Another option is to define what constitutes an “incidental use” that would not be covered by the exclusive use. For example, a coffee shop having an exclusive use for “coffee, tea and baked goods” should be able to accommodate a fast casual or sit down restaurant serving coffee, tea and baked goods among a full menu of other items, as long as the sale of such items constitute less than a certain percentage of their gross sales (such that they don’t realistically compete with the primary use of the coffee shop).
Exclusive use provisions may also be tailored to apply to certain areas of the shopping center only, such that landlords can have flexibility to lease to competitors in far flung areas of the center only.
As restaurant concepts have become less well defined and draw upon multiple varieties of cuisine, it becomes impossible for some clients to define their concept in any sort of specific manner. For these concepts, an alternative approach is to simply provide a specific list of prohibited competitors from leasing in the shopping center.
Remedies For Landlord Violation
A good exclusive use clause must include a specific and meaningful remedy in order to ensure landlords abide by the exclusive use restriction.
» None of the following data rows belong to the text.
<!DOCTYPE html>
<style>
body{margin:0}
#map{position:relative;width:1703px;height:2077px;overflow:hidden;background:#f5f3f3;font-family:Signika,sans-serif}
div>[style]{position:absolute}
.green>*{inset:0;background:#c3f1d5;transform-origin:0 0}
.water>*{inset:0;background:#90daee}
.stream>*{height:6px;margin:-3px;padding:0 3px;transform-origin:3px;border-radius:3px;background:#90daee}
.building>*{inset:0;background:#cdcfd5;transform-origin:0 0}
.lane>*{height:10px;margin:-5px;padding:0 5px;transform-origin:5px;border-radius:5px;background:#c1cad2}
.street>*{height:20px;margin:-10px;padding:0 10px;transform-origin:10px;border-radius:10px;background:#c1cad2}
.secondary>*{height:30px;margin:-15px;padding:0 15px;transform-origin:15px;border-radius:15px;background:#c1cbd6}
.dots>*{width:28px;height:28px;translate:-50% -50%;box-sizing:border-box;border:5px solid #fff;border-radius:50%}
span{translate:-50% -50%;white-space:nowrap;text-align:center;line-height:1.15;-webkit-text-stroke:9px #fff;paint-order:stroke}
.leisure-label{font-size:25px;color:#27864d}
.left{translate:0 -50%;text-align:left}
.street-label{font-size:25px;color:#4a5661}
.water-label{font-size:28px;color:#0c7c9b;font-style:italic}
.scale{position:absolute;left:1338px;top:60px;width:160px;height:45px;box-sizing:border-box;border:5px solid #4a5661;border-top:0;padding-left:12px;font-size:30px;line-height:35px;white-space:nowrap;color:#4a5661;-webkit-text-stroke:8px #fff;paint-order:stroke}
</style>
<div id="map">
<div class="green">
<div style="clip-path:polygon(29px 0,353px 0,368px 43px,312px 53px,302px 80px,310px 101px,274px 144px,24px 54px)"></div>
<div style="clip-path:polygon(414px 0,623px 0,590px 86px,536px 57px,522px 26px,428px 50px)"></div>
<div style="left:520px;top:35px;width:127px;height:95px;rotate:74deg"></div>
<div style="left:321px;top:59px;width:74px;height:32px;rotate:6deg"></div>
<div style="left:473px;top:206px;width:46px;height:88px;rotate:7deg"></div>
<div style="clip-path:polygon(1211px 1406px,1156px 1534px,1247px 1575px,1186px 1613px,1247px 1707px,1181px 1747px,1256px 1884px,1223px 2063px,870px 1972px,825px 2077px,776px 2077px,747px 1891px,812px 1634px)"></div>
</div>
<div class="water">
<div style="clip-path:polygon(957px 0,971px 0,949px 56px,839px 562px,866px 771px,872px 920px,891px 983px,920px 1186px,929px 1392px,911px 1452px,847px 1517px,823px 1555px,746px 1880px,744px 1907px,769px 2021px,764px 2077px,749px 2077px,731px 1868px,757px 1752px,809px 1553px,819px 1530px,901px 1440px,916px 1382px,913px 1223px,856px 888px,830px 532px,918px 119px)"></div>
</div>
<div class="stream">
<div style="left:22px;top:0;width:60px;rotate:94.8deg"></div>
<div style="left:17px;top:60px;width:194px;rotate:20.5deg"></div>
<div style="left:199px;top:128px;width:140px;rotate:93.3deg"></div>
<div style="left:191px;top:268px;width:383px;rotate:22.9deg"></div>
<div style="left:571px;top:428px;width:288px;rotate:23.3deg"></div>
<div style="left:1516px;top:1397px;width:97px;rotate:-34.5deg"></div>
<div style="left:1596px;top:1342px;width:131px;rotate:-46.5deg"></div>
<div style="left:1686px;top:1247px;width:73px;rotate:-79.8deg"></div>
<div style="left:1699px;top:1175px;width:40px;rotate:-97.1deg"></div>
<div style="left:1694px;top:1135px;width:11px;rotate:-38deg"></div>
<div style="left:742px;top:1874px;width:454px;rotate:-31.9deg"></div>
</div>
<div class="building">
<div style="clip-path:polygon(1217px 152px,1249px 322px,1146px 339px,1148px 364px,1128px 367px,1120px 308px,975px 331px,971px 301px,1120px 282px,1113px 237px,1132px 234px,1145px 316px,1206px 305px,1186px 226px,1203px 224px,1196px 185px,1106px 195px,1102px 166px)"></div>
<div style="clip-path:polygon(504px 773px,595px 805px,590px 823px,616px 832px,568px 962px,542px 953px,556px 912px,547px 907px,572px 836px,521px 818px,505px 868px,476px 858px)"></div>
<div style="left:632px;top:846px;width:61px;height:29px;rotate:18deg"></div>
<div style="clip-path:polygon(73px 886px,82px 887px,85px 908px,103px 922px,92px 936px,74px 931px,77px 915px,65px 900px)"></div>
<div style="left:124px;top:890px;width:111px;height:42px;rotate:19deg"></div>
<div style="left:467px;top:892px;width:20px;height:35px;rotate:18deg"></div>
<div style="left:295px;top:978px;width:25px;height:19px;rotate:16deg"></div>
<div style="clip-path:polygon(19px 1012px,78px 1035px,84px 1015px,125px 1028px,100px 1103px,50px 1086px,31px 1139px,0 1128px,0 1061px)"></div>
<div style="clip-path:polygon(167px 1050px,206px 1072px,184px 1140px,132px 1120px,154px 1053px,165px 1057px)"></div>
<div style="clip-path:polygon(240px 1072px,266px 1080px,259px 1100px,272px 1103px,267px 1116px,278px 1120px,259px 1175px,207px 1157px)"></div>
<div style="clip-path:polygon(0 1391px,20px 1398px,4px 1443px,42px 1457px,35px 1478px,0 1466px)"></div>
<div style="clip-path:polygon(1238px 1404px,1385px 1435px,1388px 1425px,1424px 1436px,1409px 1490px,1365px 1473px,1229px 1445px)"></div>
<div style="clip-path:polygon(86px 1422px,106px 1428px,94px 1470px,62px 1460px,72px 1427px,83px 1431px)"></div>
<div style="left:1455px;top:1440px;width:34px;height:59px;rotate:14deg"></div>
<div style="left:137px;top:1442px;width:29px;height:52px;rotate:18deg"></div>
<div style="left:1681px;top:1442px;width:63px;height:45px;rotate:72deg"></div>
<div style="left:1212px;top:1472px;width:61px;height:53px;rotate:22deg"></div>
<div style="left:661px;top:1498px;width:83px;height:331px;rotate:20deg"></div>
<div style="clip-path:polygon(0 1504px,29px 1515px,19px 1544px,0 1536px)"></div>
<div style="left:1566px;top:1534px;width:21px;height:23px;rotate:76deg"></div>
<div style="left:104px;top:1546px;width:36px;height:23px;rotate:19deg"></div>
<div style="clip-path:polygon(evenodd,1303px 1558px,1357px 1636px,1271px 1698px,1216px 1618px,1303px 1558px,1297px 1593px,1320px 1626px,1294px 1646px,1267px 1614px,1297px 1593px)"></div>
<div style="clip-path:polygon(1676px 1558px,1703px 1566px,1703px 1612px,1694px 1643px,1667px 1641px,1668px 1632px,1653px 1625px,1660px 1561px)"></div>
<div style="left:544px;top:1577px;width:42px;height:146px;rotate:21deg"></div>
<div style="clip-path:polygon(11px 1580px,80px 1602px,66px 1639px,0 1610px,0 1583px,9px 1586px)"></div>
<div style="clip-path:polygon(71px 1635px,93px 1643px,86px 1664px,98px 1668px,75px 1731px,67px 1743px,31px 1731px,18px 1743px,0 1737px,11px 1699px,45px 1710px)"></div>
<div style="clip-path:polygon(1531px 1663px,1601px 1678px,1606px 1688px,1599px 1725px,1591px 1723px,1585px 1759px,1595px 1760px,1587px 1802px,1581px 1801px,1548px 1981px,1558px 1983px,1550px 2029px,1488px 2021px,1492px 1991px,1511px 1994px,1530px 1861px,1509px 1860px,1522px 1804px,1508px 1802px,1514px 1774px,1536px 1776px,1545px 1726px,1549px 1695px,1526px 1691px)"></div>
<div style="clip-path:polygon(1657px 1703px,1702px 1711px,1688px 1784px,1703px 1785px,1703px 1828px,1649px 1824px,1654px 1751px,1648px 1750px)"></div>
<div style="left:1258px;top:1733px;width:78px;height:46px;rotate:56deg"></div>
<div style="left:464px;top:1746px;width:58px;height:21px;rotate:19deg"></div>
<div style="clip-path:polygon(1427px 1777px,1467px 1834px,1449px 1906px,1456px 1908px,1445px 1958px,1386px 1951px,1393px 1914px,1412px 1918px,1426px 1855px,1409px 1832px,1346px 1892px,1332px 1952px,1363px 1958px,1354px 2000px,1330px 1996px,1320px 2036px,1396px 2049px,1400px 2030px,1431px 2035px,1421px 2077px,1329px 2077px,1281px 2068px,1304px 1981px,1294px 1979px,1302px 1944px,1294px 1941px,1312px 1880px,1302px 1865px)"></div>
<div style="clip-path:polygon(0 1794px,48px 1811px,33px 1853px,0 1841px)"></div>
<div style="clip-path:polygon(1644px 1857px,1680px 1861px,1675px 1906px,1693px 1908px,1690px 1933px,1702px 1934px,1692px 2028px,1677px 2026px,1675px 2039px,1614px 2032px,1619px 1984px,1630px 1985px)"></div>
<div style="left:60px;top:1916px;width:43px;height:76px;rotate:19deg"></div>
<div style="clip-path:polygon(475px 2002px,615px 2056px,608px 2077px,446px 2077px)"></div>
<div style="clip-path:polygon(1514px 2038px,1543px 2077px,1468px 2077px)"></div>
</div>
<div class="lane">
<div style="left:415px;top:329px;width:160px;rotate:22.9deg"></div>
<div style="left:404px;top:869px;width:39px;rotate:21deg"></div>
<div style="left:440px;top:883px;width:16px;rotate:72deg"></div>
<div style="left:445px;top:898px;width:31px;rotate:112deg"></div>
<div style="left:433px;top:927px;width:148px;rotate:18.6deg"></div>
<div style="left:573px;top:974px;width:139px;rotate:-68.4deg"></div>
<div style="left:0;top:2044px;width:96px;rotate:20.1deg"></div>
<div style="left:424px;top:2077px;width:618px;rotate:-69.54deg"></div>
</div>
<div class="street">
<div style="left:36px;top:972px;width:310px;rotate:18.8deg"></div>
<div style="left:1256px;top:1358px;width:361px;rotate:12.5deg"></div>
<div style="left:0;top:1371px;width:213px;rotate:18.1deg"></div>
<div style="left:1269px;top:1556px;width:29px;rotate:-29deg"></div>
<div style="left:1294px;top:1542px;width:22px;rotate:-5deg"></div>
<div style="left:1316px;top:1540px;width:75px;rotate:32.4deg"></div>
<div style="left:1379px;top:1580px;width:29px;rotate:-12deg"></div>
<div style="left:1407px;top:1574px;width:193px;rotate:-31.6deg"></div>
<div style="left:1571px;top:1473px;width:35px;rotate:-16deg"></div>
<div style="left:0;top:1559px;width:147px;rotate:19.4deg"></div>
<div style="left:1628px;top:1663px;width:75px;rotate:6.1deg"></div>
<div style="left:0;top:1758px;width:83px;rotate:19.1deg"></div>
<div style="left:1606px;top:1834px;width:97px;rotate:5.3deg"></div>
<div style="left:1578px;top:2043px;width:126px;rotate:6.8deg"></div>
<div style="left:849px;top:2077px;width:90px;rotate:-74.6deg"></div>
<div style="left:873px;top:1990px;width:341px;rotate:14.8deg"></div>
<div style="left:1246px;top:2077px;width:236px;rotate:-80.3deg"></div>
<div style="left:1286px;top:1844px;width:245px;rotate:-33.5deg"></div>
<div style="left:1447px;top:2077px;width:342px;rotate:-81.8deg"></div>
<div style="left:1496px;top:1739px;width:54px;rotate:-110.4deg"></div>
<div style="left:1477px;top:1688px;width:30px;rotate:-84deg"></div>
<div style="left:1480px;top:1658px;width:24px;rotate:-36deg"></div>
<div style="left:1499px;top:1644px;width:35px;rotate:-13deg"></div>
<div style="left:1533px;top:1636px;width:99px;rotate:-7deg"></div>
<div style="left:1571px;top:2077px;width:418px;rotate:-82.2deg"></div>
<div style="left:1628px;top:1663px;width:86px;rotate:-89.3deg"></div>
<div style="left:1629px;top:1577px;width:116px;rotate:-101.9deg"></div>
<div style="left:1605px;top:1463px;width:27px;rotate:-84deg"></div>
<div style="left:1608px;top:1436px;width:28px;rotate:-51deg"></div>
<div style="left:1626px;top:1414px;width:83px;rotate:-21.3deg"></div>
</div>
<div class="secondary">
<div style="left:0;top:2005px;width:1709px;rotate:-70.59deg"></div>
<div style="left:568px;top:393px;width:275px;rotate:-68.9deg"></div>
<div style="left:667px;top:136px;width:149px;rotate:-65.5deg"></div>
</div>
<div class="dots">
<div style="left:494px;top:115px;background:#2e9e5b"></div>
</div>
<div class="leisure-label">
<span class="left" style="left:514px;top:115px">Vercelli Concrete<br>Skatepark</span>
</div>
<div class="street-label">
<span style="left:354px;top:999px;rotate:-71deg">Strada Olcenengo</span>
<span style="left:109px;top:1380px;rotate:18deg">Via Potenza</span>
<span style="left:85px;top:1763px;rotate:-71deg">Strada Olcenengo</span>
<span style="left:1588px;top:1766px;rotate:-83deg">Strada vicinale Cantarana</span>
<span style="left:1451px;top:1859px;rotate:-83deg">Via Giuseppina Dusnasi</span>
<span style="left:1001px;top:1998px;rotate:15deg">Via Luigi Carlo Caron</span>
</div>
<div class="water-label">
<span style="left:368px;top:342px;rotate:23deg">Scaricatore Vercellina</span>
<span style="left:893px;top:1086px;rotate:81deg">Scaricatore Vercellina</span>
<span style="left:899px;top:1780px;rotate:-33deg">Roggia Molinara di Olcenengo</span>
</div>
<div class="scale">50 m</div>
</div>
The market standard solution is to (while the violation is continuing) allow the tenant to pay 50% of base rent for one year and, after a year, give the tenant the option to terminate the lease (with such termination coupled with a reimbursement of unamortized tenant improvement costs). Many landlords will insist that, if a tenant does not terminate the lease after one year, base rent will resume to the full amount otherwise required, although many tenants will object to that requirement. In any event, such remedies force the landlord to act quickly to resolve the issue, or incur substantial financial penalties.
Many exclusive use clauses do not contain an explicit remedy for landlord violating an exclusive, giving tenants no option for immediate relief other than pursing remedies at law or in equity (at great cost and with no guaranty of success). Without the explicit remedies such as the rent reduction remedy set forth above, tenants face two problems. First, they must spend thousands of dollars on attorneys’ fees to pursue a judgment against the landlord in order to enforce their exclusive use rights. Second, the tenant must prove damages to its business, which is often problematic given the myriad of factors which define the success of a restaurant business in a given time period.
During the initial exciting phase of negotiating a shopping center lease with the landlord, the last thing on any party’s mind is the possibility of installing a competitor in the future. All restaurant businesses should carefully consider what competing businesses within a shopping center (if any) would cause concern and should specifically and clearly define its unique use that it seeks to protect, or otherwise designate competitors it wants to preclude, in a way that would be palatable to a landlord. Obtaining the exclusive commitment of the landlord during the initial exciting phase of the relationship should go a long way toward avoiding the Leasing Nightmare of an “open relationship” if the landlord decides to lease space to a competing operator.